I actually believe his ideological change since he has moved to the left gradually over the course of 10 years and is endorsed by Gwen Graham. He was a moderate Republican appalled by Trump and his rhetoric on Muslims at first.
Meanwhile, Georgia's Geoff Duncan called himself a conservative Reagan Republican as late as the 2024 presidential election and was talking about retaking the control of his party.
I don't know, there's a tradeoff there. How much someone who wants to be governor value the democratic nomination for governor of states like Wyoming or Idaho? Sure, their only chance of winning is to have a nomination, but at a certain point the benefit is low enough to not be worth it.
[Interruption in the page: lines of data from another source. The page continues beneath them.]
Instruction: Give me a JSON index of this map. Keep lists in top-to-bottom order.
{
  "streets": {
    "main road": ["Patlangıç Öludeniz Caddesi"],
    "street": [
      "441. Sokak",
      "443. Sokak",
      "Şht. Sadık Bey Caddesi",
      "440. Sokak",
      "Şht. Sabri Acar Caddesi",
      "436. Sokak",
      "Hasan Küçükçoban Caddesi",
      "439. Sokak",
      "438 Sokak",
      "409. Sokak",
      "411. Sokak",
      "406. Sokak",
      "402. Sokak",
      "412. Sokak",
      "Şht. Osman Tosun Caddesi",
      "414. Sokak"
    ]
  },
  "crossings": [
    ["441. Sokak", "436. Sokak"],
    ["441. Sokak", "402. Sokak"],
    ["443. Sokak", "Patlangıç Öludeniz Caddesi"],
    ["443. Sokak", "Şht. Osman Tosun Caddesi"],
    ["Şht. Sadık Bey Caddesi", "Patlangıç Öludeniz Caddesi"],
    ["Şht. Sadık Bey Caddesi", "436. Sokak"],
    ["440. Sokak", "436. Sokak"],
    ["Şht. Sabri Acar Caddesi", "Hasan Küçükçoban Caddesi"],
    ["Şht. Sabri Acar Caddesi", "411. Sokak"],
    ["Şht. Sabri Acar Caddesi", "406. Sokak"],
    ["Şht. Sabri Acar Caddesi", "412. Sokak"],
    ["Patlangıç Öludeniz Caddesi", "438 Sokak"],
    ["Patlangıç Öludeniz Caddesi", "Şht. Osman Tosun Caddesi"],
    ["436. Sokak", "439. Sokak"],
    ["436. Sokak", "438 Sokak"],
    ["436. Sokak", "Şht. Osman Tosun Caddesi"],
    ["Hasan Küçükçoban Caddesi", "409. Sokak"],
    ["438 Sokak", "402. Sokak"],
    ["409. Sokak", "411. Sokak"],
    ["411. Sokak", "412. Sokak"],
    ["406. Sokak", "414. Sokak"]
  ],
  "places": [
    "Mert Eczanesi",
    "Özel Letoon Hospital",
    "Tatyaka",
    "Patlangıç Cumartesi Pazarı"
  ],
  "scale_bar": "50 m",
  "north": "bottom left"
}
Florida is at least ostensibly winnable, even if I think it's a harder hill to climb than many others think. I think the republican advantage in Florida is high enough that I would not consider a democratic party switch to have an easier chance of a nomination to be a strong consideration for a serious politician.
When it was first reported that David Jolly was running in the gubernatorial race, I had thought he would be another Charlie Crist who like Jolly became a Democrat after originally being a long-time Republican (Crist for a brief time was an Independent).
He might be able to be a much different candidate than we'd expect. Remains to be seen.
I will give David Jolly credit for one thing when he served in the House - He actually tried to reform campaign finance laws as a result of being outraged in what he saw in members of Congress spending a lot of time every day on the phone raising money for donors. As a result of Jolly's efforts, almost no Democrat or Republican in the House signed on.
Jolly would have worked well with Russ Feingold and John McCain if they were both still in the Senate at the time.
As far as the gubernatorial race, I am being cautious about the direction it could go in this early but clearly it seems Jolly has fire in his belly.
Since someone asked about the NC race, I wanted to ask about the CA-11 race too, the district currently held by Pelosi.
I'm curious about the Chakrabarti vs. Chan vs. Wiener primary. I haven't seen much reporting on it here, but there seems to be significant social media and betting hype (note: I don't support betting), especially given that the district sits at the heart of Silicon Valley.
My concern is the possibilty of Chakrabarti and Chan splitting the left vote and allowing Wiener (the relative moderate) to win.
That being said, San Francisco has swung right in recent years (the DA recall, the school board recall, Gordon Mar and Dean Preston losing their primaries, Joel Engardio's recall for supporting a park being constructed on a highway, Daniel Lurie being a bit of a centrist, etc.) so Wiener was probably favored anyway. (Although Connie Chan survived re-election and Jackie Fielder and Chyanne Chen won their races so I don't know.)
I have no doubt that you knew that, I was just pointing it out to any potential uninitiated readers who might get the impression that Wiener was a centrist.
Should be noted that Jackie Fielder is in favor of the new Marina housing development above Safeway, which Mayor Daniel Lurie and District 2 Supervisor Stephen Sherrell (who was appointed to the seat by former Mayor London Breed before she left office).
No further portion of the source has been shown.